The statesman had an acute understanding of the power of images, as a show at the National Portrait Gallery makes clear.

All photographs by Malcolm Ferguson.

One Life: Frederick Douglass” at  Smithsonian’s National Portrait Gallery offers an image-based timeline of the orator and statesman’s life and work from his days of enslavement up until his postwar activities and beyond.  

The show, which opened the weekend of Juneteenth, centers on Douglass’s obsession with photography. Often called the most photographed American of the 19th century, Douglass had an acute understanding of the power that photography had in the struggle for African American equality. He simultaneously recognized the widespread familiarity that images bred, and the fact that images—particularly portraits—were the most authentic way for him to be seen.

That understanding is a huge part of why there are so many more photos of Douglass. He had a healthy skepticism of “the hand of the white artist,” which he thought might distort his features or misinterpret him in paintings or drawings. Douglass often frequented the numerous studios of Black photographers instead. 

Douglass “had faith in the ‘truth value,’ as well as the beauty, of photography,” says John Stauffer, a professor of history at Harvard University and author of Picturing Frederick Douglass who guest-curated the exhibition. “He was one of the first to recognize the politics of aesthetics, that art can be a very powerful engine of change…for Douglass, there’s a greater likelihood that someone can be converted into an activist through images at least as much, if not more, than through words.” 

The first section, “Enslavement & Escape,” focuses on Douglass’ period of enslavement from his recorded birth in 1818 until he fled to New York in 1838 with the help of his future wife Anna Murray Douglass, a free Black woman from Caroline County, Maryland. The section contains a classic photograph of Murray, a print of the famous “Fugitive’s Song” sheet music cover dedicated to Douglass, and the faded paper ledger of his first owner Aaron Anthony, who recorded Douglass’s birth to Harriet Bailey in 1818.

Next, the “Circle of Activists” highlights Douglass’ enthusiastic collaboration with the women’s suffrage movement. Douglass, the only African American present at the seminal Seneca Falls Convention in 1848, was a friend and ally to campaigners like Elizabeth Cady Stanton and Susan B. Anthony, who were among the founders of the American Equal Rights Association in 1866. This section holds a portrait of seven notable 19th-century suffragists, as well as a famous photo of activist Sojourner Truth. 

There’s also a daguerreotype gallery, a small collection of some of the earliest forms of photographs. Each image is around the size of an index card and slightly obscured by an eerie haze. The stark stare of a young Frederick Douglass, his afro in all its glory, can be viewed alongside daguerreotypes of abolitionists John Brown, William Lloyd Garrison, and Gerrit Smith.

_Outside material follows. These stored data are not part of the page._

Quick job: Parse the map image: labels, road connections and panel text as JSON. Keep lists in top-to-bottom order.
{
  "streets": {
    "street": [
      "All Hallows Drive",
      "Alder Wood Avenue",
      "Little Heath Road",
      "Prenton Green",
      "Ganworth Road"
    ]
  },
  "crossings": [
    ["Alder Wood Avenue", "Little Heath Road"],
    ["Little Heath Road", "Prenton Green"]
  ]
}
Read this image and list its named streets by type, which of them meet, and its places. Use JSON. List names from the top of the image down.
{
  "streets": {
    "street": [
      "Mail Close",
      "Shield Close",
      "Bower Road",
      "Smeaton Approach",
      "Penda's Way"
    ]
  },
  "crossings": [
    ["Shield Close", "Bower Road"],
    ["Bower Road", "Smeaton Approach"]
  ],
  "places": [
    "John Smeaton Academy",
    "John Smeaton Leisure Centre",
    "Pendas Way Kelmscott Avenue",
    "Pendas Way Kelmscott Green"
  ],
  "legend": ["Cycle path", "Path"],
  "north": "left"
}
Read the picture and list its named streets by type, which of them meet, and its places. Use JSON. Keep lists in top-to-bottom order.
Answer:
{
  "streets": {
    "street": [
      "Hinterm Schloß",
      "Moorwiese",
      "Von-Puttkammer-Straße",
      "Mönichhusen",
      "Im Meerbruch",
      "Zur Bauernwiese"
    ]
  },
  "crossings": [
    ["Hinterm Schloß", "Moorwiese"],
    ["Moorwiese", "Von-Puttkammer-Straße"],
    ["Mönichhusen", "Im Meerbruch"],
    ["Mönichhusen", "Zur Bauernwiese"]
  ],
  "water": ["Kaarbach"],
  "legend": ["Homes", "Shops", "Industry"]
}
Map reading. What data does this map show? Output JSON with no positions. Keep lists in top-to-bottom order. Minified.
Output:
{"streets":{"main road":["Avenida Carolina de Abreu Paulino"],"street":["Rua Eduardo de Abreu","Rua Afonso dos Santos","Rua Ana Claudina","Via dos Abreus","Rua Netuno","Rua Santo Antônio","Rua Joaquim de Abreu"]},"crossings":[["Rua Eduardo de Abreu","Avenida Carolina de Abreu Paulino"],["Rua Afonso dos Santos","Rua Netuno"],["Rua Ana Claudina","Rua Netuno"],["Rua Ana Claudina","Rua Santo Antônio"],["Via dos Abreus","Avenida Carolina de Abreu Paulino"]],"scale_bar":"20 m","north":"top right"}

Another section, “Douglass and Brown,” includes more photos of Brown and Douglass, and more information on their relationship, which, according to Stauffer, was in a sense optically easier at the time because it preceded the bogus science like phrenology that helped inspire brutal Jim Crow laws.

The Civil War section centers Douglass’ friendship with President Lincoln. The first African American to meet and advise a US President, Douglass often had Lincoln’s ear during the Civil War. When the war began, Douglass implored Lincoln to arm every Black person enslaved in the South, citing their knowledge of the terrain and desire for freedom, but to no avail. The section holds a letter from Douglass to Lincoln regarding reelection strategies, and a massive painting, The Result of the Fifteenth Amendment, which depicts African Americans marching parading through Baltimore in celebration of Black men receiving the constitutional right to vote. 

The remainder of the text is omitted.